Dataset items:
########

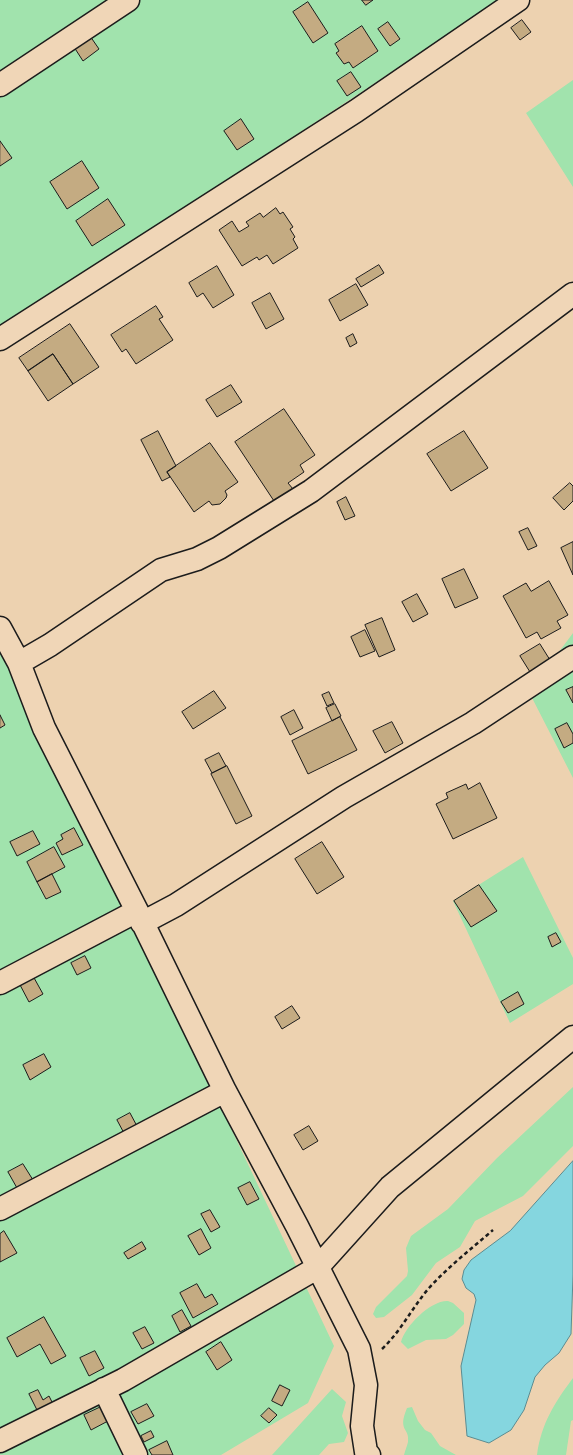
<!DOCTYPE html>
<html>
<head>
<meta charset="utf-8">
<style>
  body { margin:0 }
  canvas { display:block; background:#edd2b0 }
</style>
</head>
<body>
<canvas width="573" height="1455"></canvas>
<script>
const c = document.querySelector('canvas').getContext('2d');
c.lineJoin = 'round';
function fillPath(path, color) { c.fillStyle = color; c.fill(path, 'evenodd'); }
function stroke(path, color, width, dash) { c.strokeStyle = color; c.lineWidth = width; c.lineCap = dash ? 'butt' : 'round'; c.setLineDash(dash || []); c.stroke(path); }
const green = new Path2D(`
  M 0,0 L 498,0 L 360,93 L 0,328 Z
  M 573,80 L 573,187 L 526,113 Z
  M 573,633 L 573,778 L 529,692 Z
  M 0,640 L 334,1346 L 308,1403 L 221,1455 L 0,1455 Z
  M 523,857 L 573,958 L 573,984 L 510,1023 L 453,901 Z
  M 573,1087 L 573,1146 L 523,1196 L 475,1221 L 460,1247 L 436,1263 L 412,1295 L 384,1317 L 376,1318 L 373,1314 L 376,1307 L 407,1276 L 408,1271 L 406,1248 L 411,1236 L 448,1209 L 497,1158 Z
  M 448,1301 L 453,1303 L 464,1313 L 464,1324 L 453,1335 L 446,1339 L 426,1340 L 408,1349 L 401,1342 C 405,1326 431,1300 448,1301 Z
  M 573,1378 L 573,1420 L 571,1421 L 566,1455 L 537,1455 C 541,1424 555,1402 573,1378 Z
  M 332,1389 L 346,1402 L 342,1416 L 348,1433 L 344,1442 L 329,1444 L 319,1455 L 272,1455 Z
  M 412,1407 L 418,1421 L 425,1430 L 431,1433 L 440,1446 L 456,1455 L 404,1455 C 405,1451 407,1446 408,1442 C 410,1427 397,1432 407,1408 Z`);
const water = new Path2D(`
  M 573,1161 L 573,1275 L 571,1334 L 559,1353 L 545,1365 L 535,1377 L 524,1410 L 511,1430 L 489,1443 L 467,1436 L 461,1366 L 476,1300 L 474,1294 L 466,1288 L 462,1279 L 464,1270 L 471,1260 L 510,1231 Z`);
const building = new Path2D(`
  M 362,0 L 373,0 L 366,5 Z
  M 308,2 L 328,33 L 313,43 L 293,12 Z
  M 522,20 L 531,32 L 520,40 L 511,28 Z
  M 388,22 L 400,39 L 390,46 L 378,29 Z
  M 362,26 L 378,51 L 353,68 L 349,62 L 344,64 L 336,53 L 339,51 L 335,44 Z
  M 90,36 L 99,49 L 83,61 L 74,47 Z
  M 351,72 L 361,87 L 347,96 L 337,81 Z
  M 241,119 L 254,139 L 237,150 L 224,131 Z
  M 0,141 L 12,158 L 0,166 Z
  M 82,161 L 99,188 L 67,209 L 50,182 Z
  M 108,199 L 125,225 L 92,246 L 76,221 Z
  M 276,208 L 280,214 L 283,212 L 293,227 L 290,229 L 295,237 L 293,239 L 298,248 L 273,264 L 267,255 L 259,260 L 257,257 L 242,266 L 219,230 L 232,221 L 239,232 L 249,226 L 246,222 L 260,213 L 263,217 Z
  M 379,265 L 384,273 L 361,287 L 356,279 Z
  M 217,266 L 234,295 L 213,308 L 203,293 L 197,297 L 189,283 Z
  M 356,284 L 368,305 L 340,321 L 329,300 Z
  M 270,293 L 284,319 L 266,329 L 252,303 Z
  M 156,306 L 163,317 L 159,319 L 173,340 L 136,364 L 126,349 L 122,352 L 111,335 Z
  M 70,324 L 99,367 L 73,384 L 53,354 L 28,371 L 19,358 Z
  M 353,334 L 357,343 L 350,347 L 346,338 Z
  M 53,354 L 73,384 L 48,401 L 28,371 Z
  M 231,385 L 242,402 L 217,417 L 206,400 Z
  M 284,409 L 315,455 L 300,465 L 304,472 L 288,483 L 293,489 L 274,501 L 235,442 Z
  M 158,431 L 176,466 L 167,472 L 170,477 L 162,481 L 141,440 Z
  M 464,431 L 488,468 L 451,491 L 427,454 Z
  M 210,443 L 238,482 L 225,491 L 227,495 L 226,498 L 220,504 L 212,505 L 209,501 L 194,512 L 167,472 Z
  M 570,483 L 573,486 L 573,501 L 564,510 L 553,498 Z
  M 346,497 L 355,516 L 345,520 L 337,502 Z
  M 528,528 L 537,546 L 528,550 L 519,532 Z
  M 573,542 L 573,575 L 561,548 Z
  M 464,569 L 478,598 L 455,608 L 442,579 Z
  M 549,581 L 568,615 L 557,621 L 561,628 L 541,639 L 537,632 L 526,638 L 503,596 L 526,583 L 531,591 Z
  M 417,594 L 428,614 L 413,622 L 402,602 Z
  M 382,618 L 395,650 L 379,657 L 365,625 Z
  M 365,630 L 375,651 L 360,657 L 351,637 Z
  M 540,644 L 550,660 L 530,672 L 520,656 Z
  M 573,687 L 573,703 L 566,690 Z
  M 214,691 L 226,708 L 193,729 L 182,712 Z
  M 329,692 L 334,703 L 327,706 L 322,695 Z
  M 335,704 L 341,716 L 332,721 L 326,708 Z
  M 294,710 L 303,728 L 290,735 L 281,717 Z
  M 0,715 L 5,725 L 0,728 Z
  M 340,717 L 357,750 L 308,774 L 292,741 Z
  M 392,722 L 403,743 L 385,753 L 373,731 Z
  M 567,723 L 573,734 L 573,743 L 564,748 L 555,729 Z
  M 219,753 L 226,766 L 212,773 L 205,760 Z
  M 227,766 L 252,816 L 236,824 L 211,774 Z
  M 480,783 L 497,818 L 453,839 L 436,804 L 448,798 L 446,793 L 466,784 L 468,789 Z
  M 74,828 L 83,845 L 62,855 L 56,843 L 63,839 L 61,835 Z
  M 33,831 L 40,844 L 17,856 L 10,842 Z
  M 322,842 L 344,877 L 317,894 L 295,859 Z
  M 54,847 L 65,867 L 37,882 L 27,862 Z
  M 52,874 L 61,892 L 46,899 L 37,882 Z
  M 479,885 L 497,911 L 471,927 L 454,901 Z
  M 556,933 L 561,942 L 552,947 L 548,937 Z
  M 85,956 L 91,968 L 77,975 L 71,963 Z
  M 33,976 L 43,994 L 29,1002 L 19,983 Z
  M 518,992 L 524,1004 L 508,1013 L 501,1002 Z
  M 292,1006 L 300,1018 L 282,1029 L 275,1017 Z
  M 44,1054 L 51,1067 L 30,1080 L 23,1065 Z
  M 130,1113 L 138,1128 L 125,1135 L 117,1120 Z
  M 309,1126 L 318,1141 L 303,1150 L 294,1135 Z
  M 23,1164 L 33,1180 L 17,1188 L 8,1172 Z
  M 250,1182 L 259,1199 L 247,1205 L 238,1188 Z
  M 210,1210 L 220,1227 L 211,1232 L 201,1214 Z
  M 201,1229 L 211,1248 L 199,1255 L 188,1236 Z
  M 4,1231 L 17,1253 L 0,1262 L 0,1234 Z
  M 142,1242 L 146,1249 L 128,1259 L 124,1253 Z
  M 197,1284 L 205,1298 L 212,1294 L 218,1304 L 193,1318 L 180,1293 Z
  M 182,1310 L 191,1326 L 180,1332 L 172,1316 Z
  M 44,1317 L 66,1356 L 51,1364 L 40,1344 L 17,1357 L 7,1338 Z
  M 145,1327 L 154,1343 L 142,1349 L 133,1333 Z
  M 221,1342 L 232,1360 L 217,1370 L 206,1352 Z
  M 95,1351 L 104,1368 L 89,1376 L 80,1358 Z
  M 280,1385 L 290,1390 L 282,1406 L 272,1401 Z
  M 38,1390 L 43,1400 L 49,1396 L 53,1404 L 38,1412 L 29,1394 Z
  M 147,1404 L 154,1416 L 138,1424 L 131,1412 Z
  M 101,1407 L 108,1421 L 91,1430 L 84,1415 Z
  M 269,1408 L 277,1415 L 269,1423 L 261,1416 Z
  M 151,1431 L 154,1437 L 144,1442 L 141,1436 Z
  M 167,1441 L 173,1455 L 152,1455 L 149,1450 Z`);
const path = new Path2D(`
  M 382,1349 C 401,1331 412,1308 429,1288 C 448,1267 471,1249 493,1230`);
const minor = new Path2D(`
  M 0,85 L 128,0
  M 0,339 L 356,111 L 518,0
  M 0,628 L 19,663 L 44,728 L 137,911 L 225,1091 L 297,1226 L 359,1349 L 366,1385 L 362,1426 L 366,1452 L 369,1455
  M 19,663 L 50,645 L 161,570 L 197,559 L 219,548 L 311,491 L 573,294
  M 142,923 L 176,905 L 344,797 L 473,723 L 573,657
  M 0,983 L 137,911
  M 0,1209 L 225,1091
  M 104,1389 L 136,1455
  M 0,1441 L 123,1380 L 317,1268 L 390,1187 L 573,1037`);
fillPath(green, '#a1e3ad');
fillPath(water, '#85d6df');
stroke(water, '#5b8c91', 1);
fillPath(building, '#c4ab82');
stroke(building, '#1c1c1c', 1);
stroke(minor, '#1c1c1c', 25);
stroke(path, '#1c1c1c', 2.5, [4, 3]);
stroke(minor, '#f0d6b7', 22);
</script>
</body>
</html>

########

Produce an exact transcription of the lines from the one containing "M 182,1310 L" through the end of the records, both included, and no other lines.

  M 182,1310 L 191,1326 L 180,1332 L 172,1316 Z
  M 44,1317 L 66,1356 L 51,1364 L 40,1344 L 17,1357 L 7,1338 Z
  M 145,1327 L 154,1343 L 142,1349 L 133,1333 Z
  M 221,1342 L 232,1360 L 217,1370 L 206,1352 Z
  M 95,1351 L 104,1368 L 89,1376 L 80,1358 Z
  M 280,1385 L 290,1390 L 282,1406 L 272,1401 Z
  M 38,1390 L 43,1400 L 49,1396 L 53,1404 L 38,1412 L 29,1394 Z
  M 147,1404 L 154,1416 L 138,1424 L 131,1412 Z
  M 101,1407 L 108,1421 L 91,1430 L 84,1415 Z
  M 269,1408 L 277,1415 L 269,1423 L 261,1416 Z
  M 151,1431 L 154,1437 L 144,1442 L 141,1436 Z
  M 167,1441 L 173,1455 L 152,1455 L 149,1450 Z`);
const path = new Path2D(`
  M 382,1349 C 401,1331 412,1308 429,1288 C 448,1267 471,1249 493,1230`);
const minor = new Path2D(`
  M 0,85 L 128,0
  M 0,339 L 356,111 L 518,0
  M 0,628 L 19,663 L 44,728 L 137,911 L 225,1091 L 297,1226 L 359,1349 L 366,1385 L 362,1426 L 366,1452 L 369,1455
  M 19,663 L 50,645 L 161,570 L 197,559 L 219,548 L 311,491 L 573,294
  M 142,923 L 176,905 L 344,797 L 473,723 L 573,657
  M 0,983 L 137,911
  M 0,1209 L 225,1091
  M 104,1389 L 136,1455
  M 0,1441 L 123,1380 L 317,1268 L 390,1187 L 573,1037`);
fillPath(green, '#a1e3ad');
fillPath(water, '#85d6df');
stroke(water, '#5b8c91', 1);
fillPath(building, '#c4ab82');
stroke(building, '#1c1c1c', 1);
stroke(minor, '#1c1c1c', 25);
stroke(path, '#1c1c1c', 2.5, [4, 3]);
stroke(minor, '#f0d6b7', 22);
</script>
</body>
</html>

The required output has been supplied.